By Marin Feldman | Wednesday, February 23, 2011

Originally published on January 25, 2010 in our free BigLaw newsletter. Instead of reading BigLaw here after the fact, sign up now to receive future issues in realtime.

Gentleman Ladies and Gentleman BigLaw Subscribers,

During firm orientation, you learn how to opt into your dental plan, where to locate the bathrooms, and, if you're lucky, how to track your hours. These items are important, especially if you eat spicy meals, gnaw on tin foil, or develop bruxism. But orientation not to mention internal CLE programs nearly always omit another crucial skill — professional email etiquette.

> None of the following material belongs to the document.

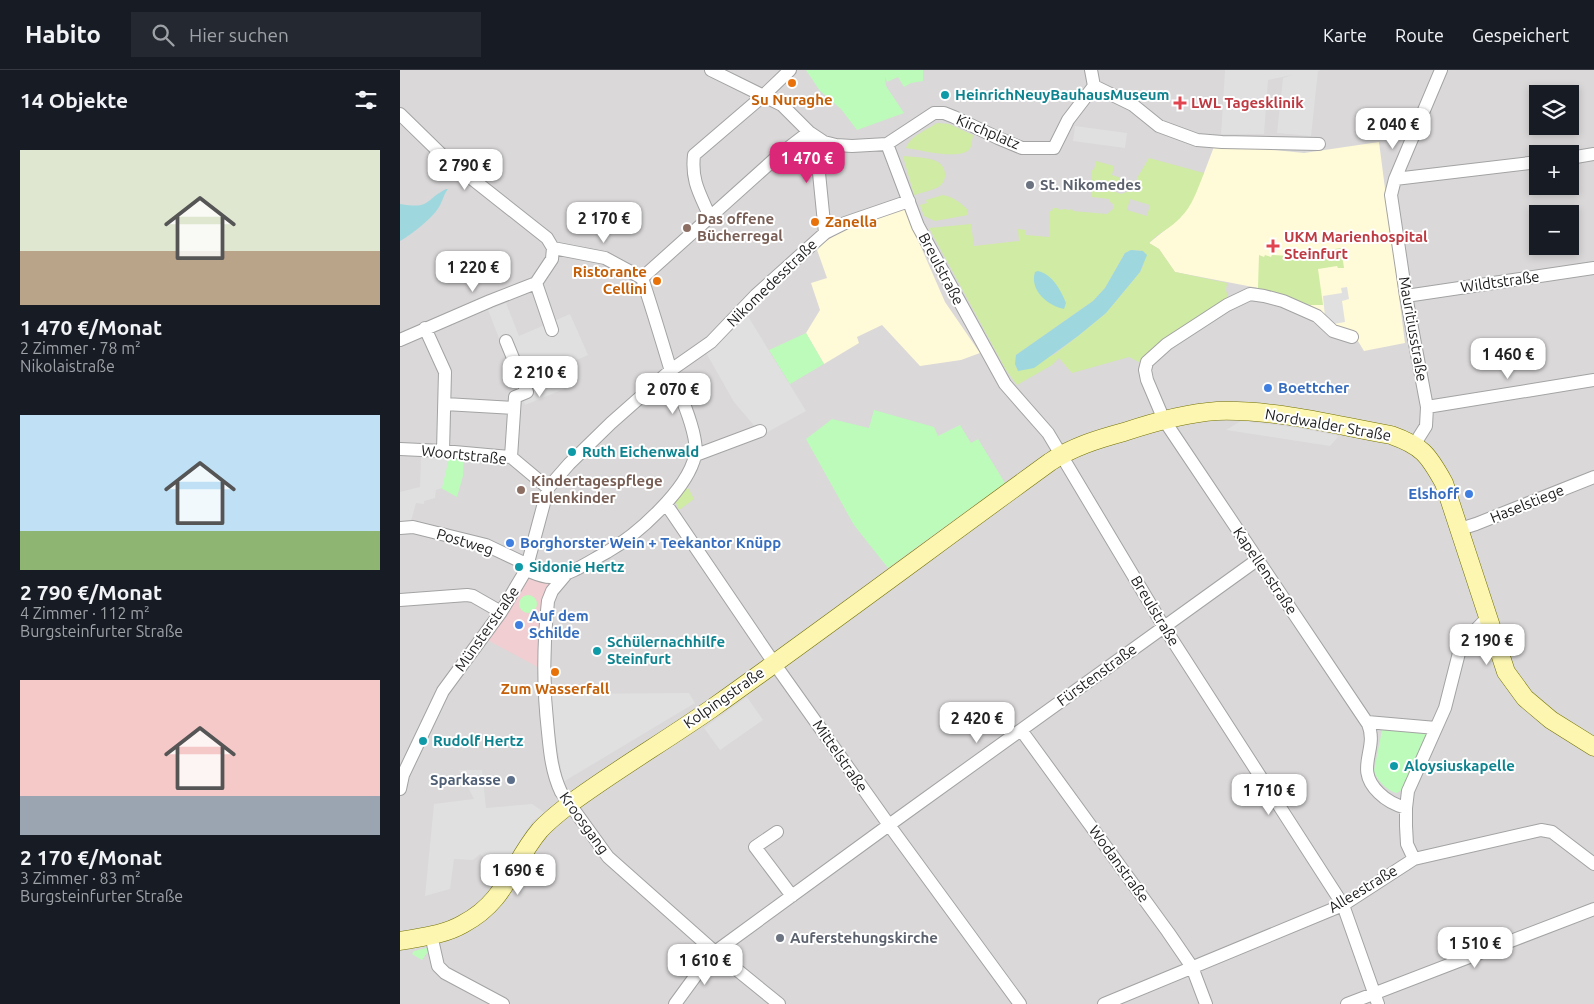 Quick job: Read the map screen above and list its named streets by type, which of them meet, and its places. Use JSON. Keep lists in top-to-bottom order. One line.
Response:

You would think sending polished, professional email would be an obvious skill among associates. Large law firms apparently agree, so they don't bother teaching the basics and instead let new associates (and luddite partners who begrudgingly agree to start using email) fall on the swords of accidental reply-alls, overly informal language, and other faux pas. If your law firm does not have an email etiquette training program, relax. Just forward this issue of BigLaw around your firm as it contains the top 10 email etiquette tips for large firm lawyers.

1. Subject Line

Keep your subject lines short yet explanatory and joke-free (no matter how hilarious your pun). Use title case or else it will look too informal. In long back and forth chains, make sure it doesn't get to the point of "Re:Re:Re:Re:Re:Re:Fwd." When this happens, edit it back to a single "Re:" or start fresh. Aon's Chief Counsel for Litigation and former Jones Day partner Mark Herrmann has some additional subject line tips.

2. Salutation

As someone with a gender-neutral name that brings to mind a county in Northern California (Marin), I have been the victim of "Gentlemen" more than once during my biglaw tenure. And Greg, a female friend of mine, certainly commiserated. The point is, unless you've spoken to all parties on the phone or seen them in person, "Gentleman" is risky. While "Ladies and Gentleman" solves that problem, using it makes you sound like you're a traveling minstrel hawking peep stones. I suggest using everyone's first name if feasible or the completely neutral "All:" or skipping the salutation altogether and starting with a "Good Morning/Good Afternoon."

3. Signoff

Most lawyers use some form or "Regards" at the conclusion of email. But which "Regards" to use? There's of course the plain vanilla "Regards," the effeminate "Warm regards," the passive aggressive "Kind regards," and finally "Best regards" for when you really want to knock their socks off. If you're going to use "Regards" — and it is a fine signoff — just pick one and stick with it forever. "Thanks" is also a good one. Steer clear of "Sincerely" and "Respectfully," and never write "Truly" because it means nothing and sounds creepy.

4. Attachments

If you write "Please find attached …" for the love of God make sure to attach the attachment. Triple check it if you must. Nothing says "amateur" more than sending a follow-up email 30 seconds later with an apology and an attachment. Software utilities such as SendGuard can scan your message for words like "attachment" and warn you if there's nothing attached when you click "Send."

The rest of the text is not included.